Wednesday, 11 February 2015
Some New(ish) Bits to the Free Will Debate
I won't define the words “free will” because, as someone once put it, “that is an argument that never ends”. In other words, it would take up this entire piece... and more.
All I can do is refrain from offering an alternative definition and simply question what other people say on this subject. In that simple respect, definitions don't matter. Without a definition, people can still make mistakes in what they say about free will, chaos, indeterminism, choice, etc.
Though, of course, if there were an agreed upon definition of the words “free will”, many problems could - or would - be solved. The problem is that there isn't one and perhaps there couldn't be one. After all, the words “free will” aren't like the word “cat” or “house”: they're closer to a word like “truth” or even “wrong”. (Of course some philosophers have also made a song and a dance about words like “cat” or “house”!)
There are many newfangled defenses of free will.
For example, it's said that complexity can explain free will in certain respects. Chaos or quantum non-determinism have also come into the debate in recent decades.
The argument is that complexity is required to have a developed brain. And large brains are required for free will. Such complexity gives a “system” (or a person) the ability to make choices.
Does all that guarantee free will?
I can't see how complexity in and of itself can give us free will. It does in the sense that if we can't decipher all the causal antecedents of our actions, then perhaps we must be free. On the other hand, it may not matter one bit whether or not we know all the causal antecedents of our actions – they may still determine our actions. After all, couldn't a simple being – or even a machine – perform an action?
I accept that brains are complex. Everyone does. I just don't know how complexity alone gives us free will.
And I don't see how you can squeeze free will out of chaos or non-determinism either.
You Could Have Done Otherwise
How does the possibility that X (a person) “could have done otherwise” give X free will? Like complexity, how does free choice spring from such non-determinism (if that's what it is)?
How does the possibility - or even the actuality - of making a different promise, for example, free us from determinism? Choice X is fully causally determined. And the choice not to do X is also fully causally determined. The reason why X, rather than not-X, is chosen, will be a fully causal reason (as well as vice versa).
You can now say that if you could have made decision not to do X, rather than to do X, that's all that matters.

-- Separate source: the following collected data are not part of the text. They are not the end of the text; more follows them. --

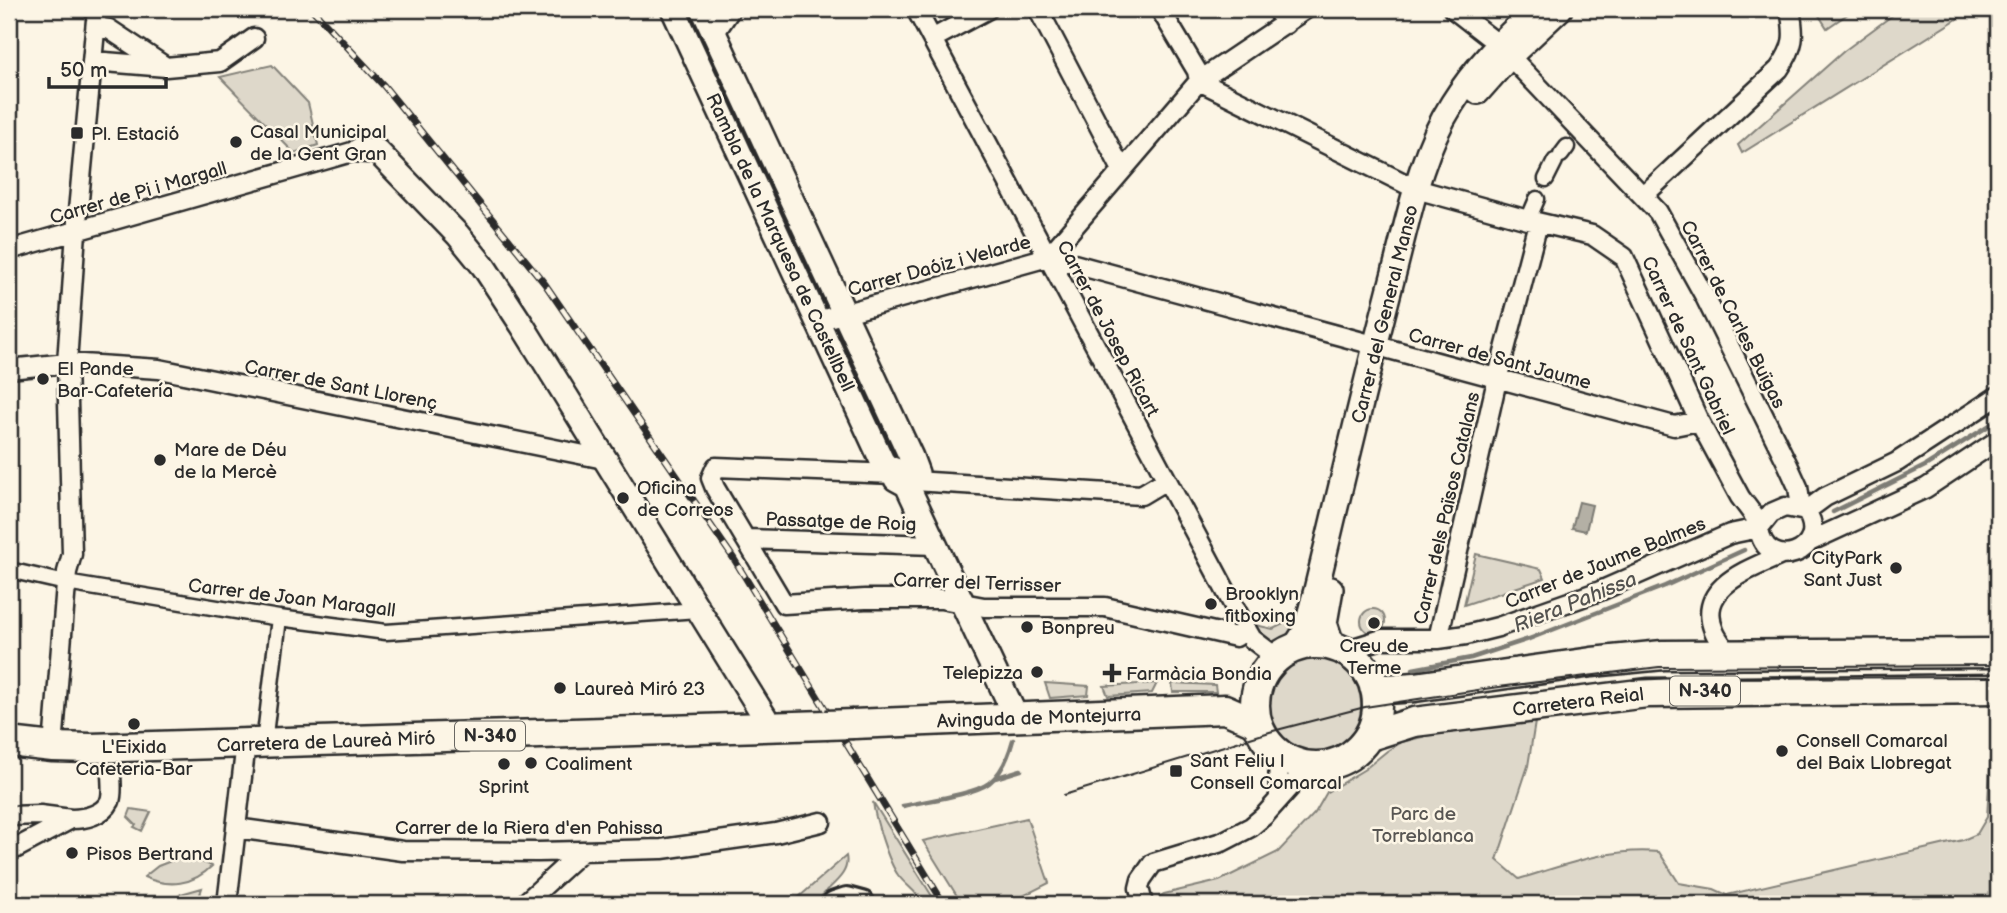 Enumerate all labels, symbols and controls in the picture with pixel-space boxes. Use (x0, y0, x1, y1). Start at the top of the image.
scale bar (49, 46, 166, 90)
text: 50 m (60, 58, 107, 83)
street label: Rambla de la Marquesa de Castellbell (700, 90, 859, 395)
place label: Casal Municipal de la Gent Gran (250, 121, 387, 166)
place label: Pl. Estació (91, 123, 179, 146)
marker: Pl. Estació (69, 125, 85, 141)
marker: Casal Municipal de la Gent Gran (228, 134, 244, 150)
street label: Carrer de Pi i Margall (47, 157, 230, 230)
street label: Carrer del General Manso (1347, 203, 1424, 426)
street label: Carrer de Carles Buïgas (1675, 217, 1790, 413)
street label: Carrer Daóiz i Velarde (845, 231, 1034, 302)
street label: Carrer de Josep Ricart (1052, 237, 1164, 421)
street label: Carrer de Sant Gabriel (1636, 253, 1739, 438)
street label: Carrer de Sant Jaume (1406, 324, 1594, 395)
street label: Carrer de Sant Llorenç (242, 355, 439, 415)
place label: El Pande Bar-Cafetería (57, 358, 173, 403)
marker: El Pande Bar-Cafetería (35, 371, 51, 387)
street label: Carrer dels Països Catalans (1410, 390, 1485, 627)
place label: Mare de Déu de la Mercè (174, 439, 287, 484)
marker: Mare de Déu de la Mercè (152, 452, 168, 468)
place label: Oficina de Correos (637, 477, 733, 522)
marker: Oficina de Correos (615, 490, 631, 506)
street label: Passatge de Roig (765, 508, 917, 537)
street label: Carrer de Jaume Balmes (1502, 513, 1709, 614)
place label: CityPark Sant Just (1803, 547, 1883, 592)
marker: CityPark Sant Just (1888, 560, 1904, 576)
water label: Riera Pahissa (1510, 566, 1640, 639)
street label: Carrer del Terrisser (893, 569, 1062, 598)
street label: Carrer de Joan Maragall (187, 574, 397, 623)
place label: Brooklyn fitboxing (1225, 583, 1299, 628)
marker: Brooklyn fitboxing (1203, 596, 1219, 612)
marker: Creu de Terme (1366, 615, 1382, 631)
place label: Bonpreu (1041, 617, 1115, 640)
marker: Bonpreu (1019, 619, 1035, 635)
place label: Creu de Terme (1339, 635, 1409, 680)
place label: Telepizza (943, 662, 1023, 685)
place label: Farmàcia Bondia (1126, 663, 1272, 686)
marker: Telepizza (1029, 664, 1045, 680)
marker: Farmàcia Bondia (1104, 665, 1120, 681)
road number: N-340 (1670, 676, 1740, 706)
place label: Laureà Miró 23 (574, 678, 705, 701)
marker: Laureà Miró 23 (552, 680, 568, 696)
street label: Carretera Reial (1511, 683, 1645, 722)
street label: Avinguda de Montejurra (936, 703, 1142, 734)
marker: L'Eixida Cafeteria-Bar (126, 716, 142, 732)
road number: N-340 (455, 722, 525, 750)
street label: Carretera de Laureà Miró (216, 727, 436, 758)
place label: Consell Comarcal del Baix Llobregat (1796, 730, 1952, 775)
place label: L'Eixida Cafeteria-Bar (76, 736, 194, 781)
marker: Consell Comarcal del Baix Llobregat (1774, 743, 1790, 759)
place label: Sant Feliu | Consell Comarcal (1190, 750, 1342, 795)
place label: Coaliment (545, 753, 632, 776)
marker: Coaliment (523, 755, 539, 771)
marker: Sprint (496, 756, 512, 772)
marker: Sant Feliu | Consell Comarcal (1168, 763, 1184, 779)
place label: Sprint (479, 776, 529, 799)
park label: Parc de Torreblanca (1372, 803, 1474, 848)
street label: Carrer de la Riera d'en Pahissa (395, 817, 663, 840)
place label: Pisos Bertrand (86, 843, 213, 866)
marker: Pisos Bertrand (64, 845, 80, 861)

In other words, that choice itself determines the freedom of the will; regardless of the fact that both X and not-X were fully causally determined. (That's the “common-sense position”.)

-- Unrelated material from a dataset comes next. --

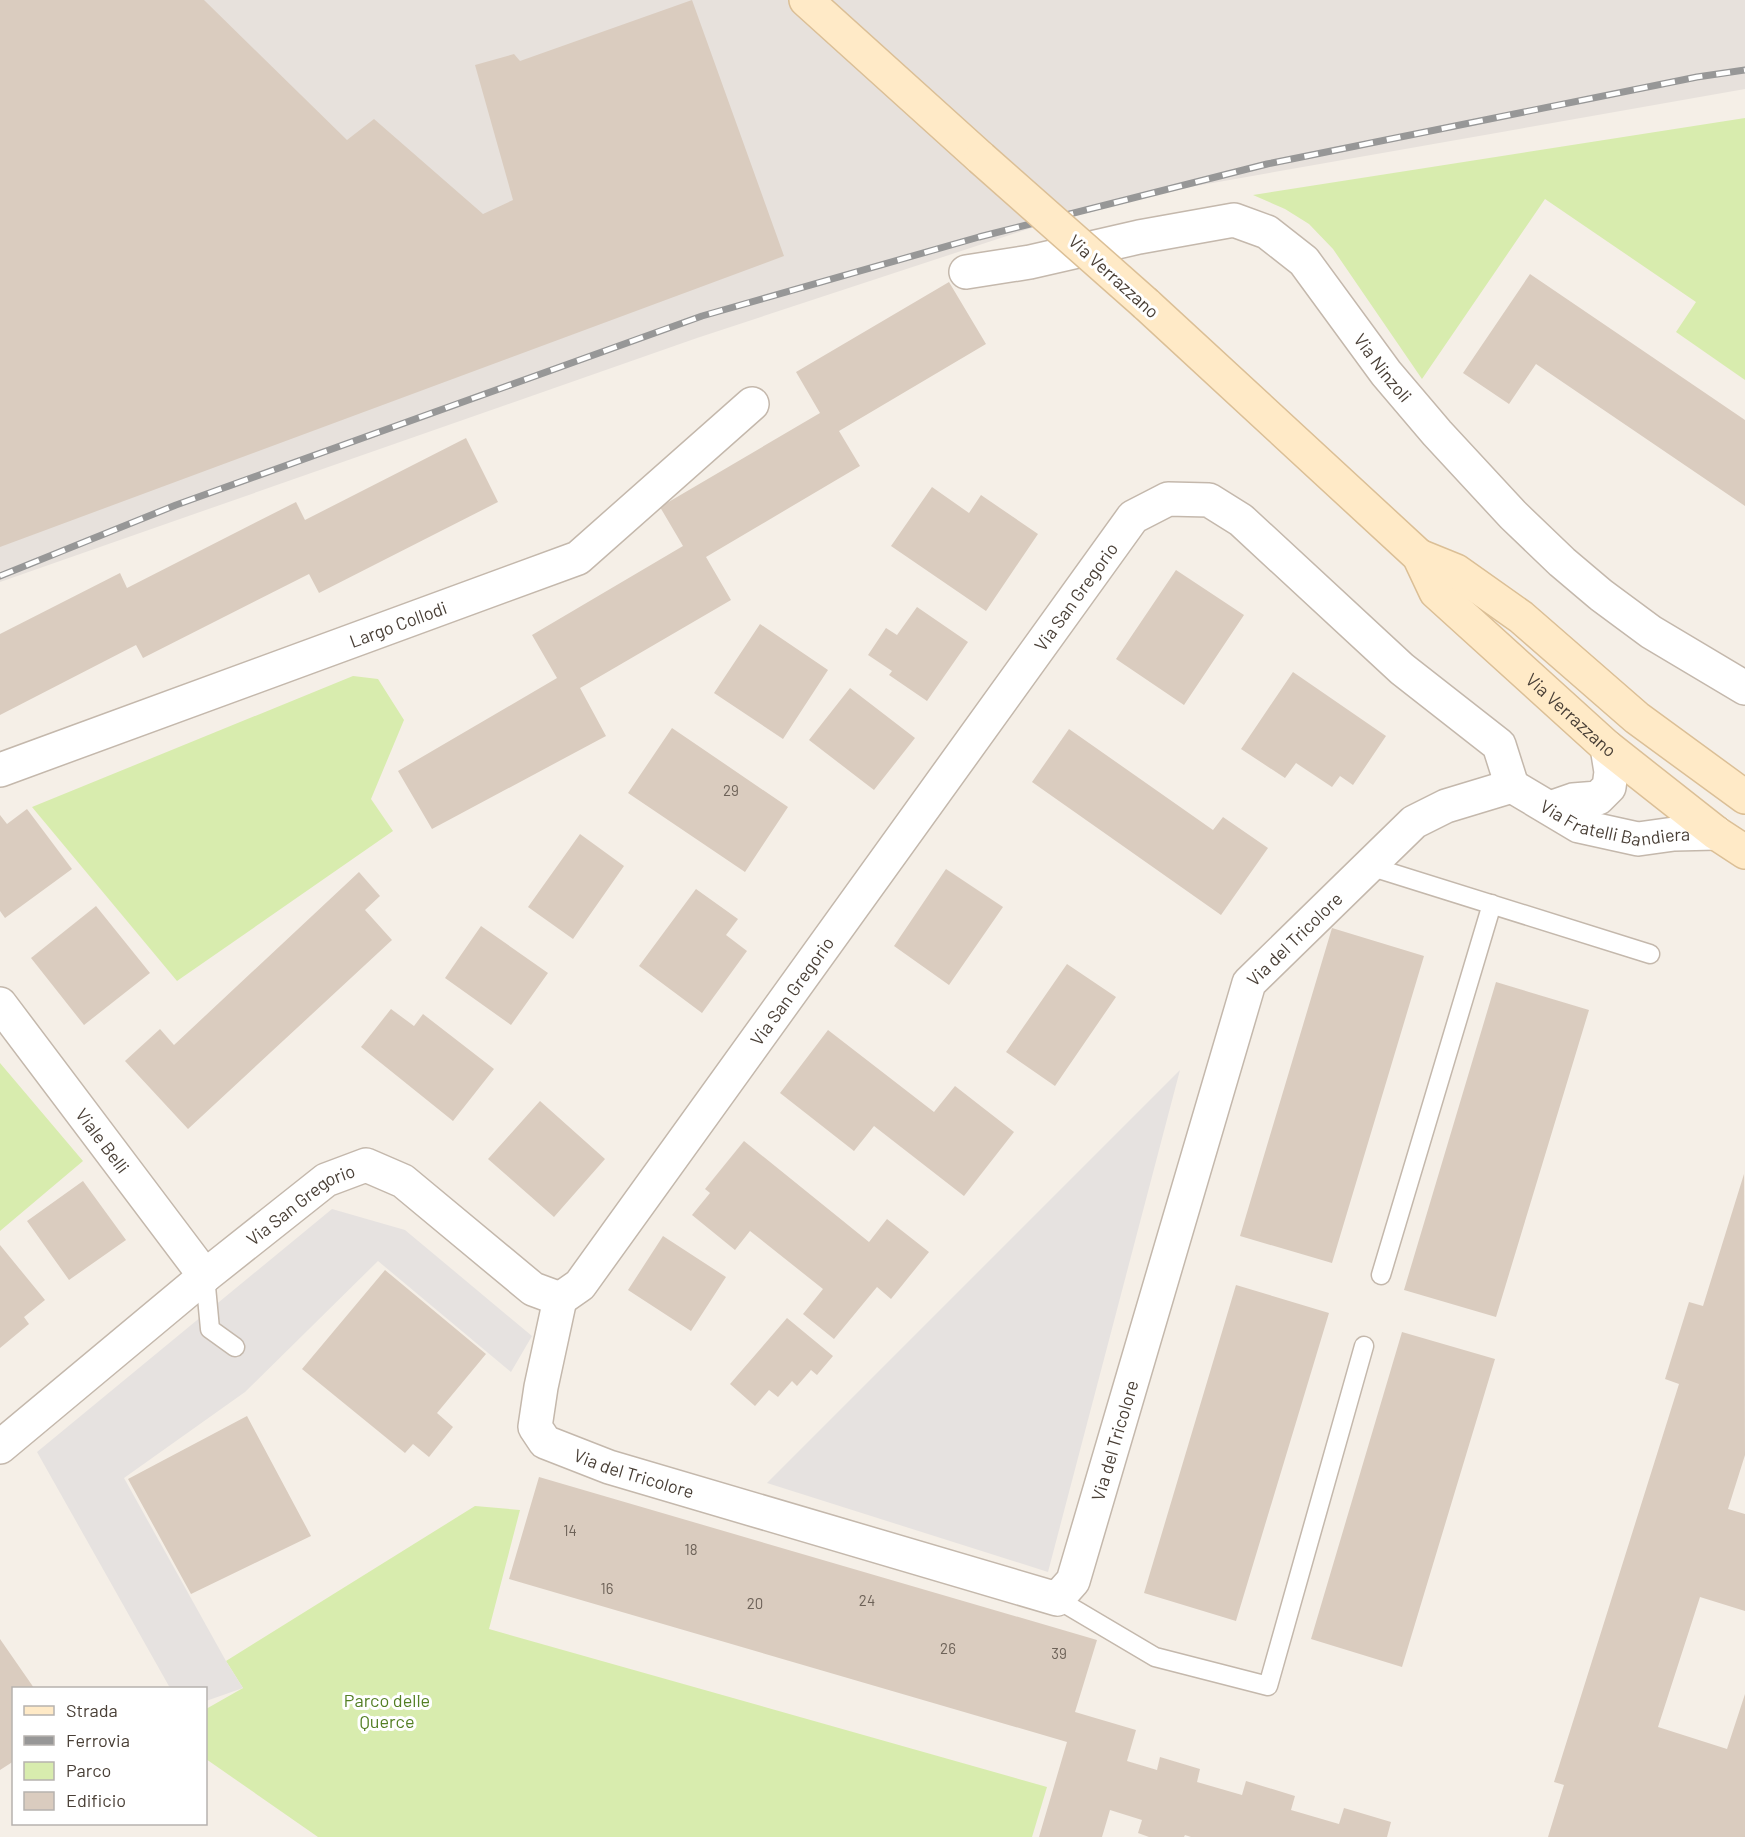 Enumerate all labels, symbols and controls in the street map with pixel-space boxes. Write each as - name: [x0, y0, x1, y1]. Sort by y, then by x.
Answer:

What about self-prediction? If you can't predict your own actions, then aren't your actions chaotic and uncontrolled?
Can an agent's own measurements of his own body or brain/mind states help the matter?
Isn't it impossible for an agent to measure everything that leads to one of his actions or decisions? That would seem to point away from free will. Though other people appear to argue that it's a position in support of free will. What such people argue is that this person (or “system”) not being able to measure small “deviations in the initial conditions” works towards his free will, rather than against it?
What about other people failing to predict our actions? Does that give us free will?
Why would that matter? I couldn't predict the actions of a machine or robot; though that wouldn't give it free will. And even computer programmers sometimes – or many times - can't predict the calculations or actions of their computers.
Even if someone can't predict an adult human being, that doesn't guarantee free will. I may not be able to predict a robot or computer's actions. In fact I won't be able to unless I've programmed it myself and even then (see the Turing machine section) that can't be guaranteed.
Human beings can be seen as deterministic systems whose random inputs (or the things which happen indeterministically) don't have a noticeable impact on the system – or on how they behave at the “macro scale”. In other words, when you interact with a human being, his quantum nature may appear irrelevant to his general behaviour (at least in observational terms).
What would a “randomised input into a deterministic machine” give us anyway? Not free will. What would it give a machine?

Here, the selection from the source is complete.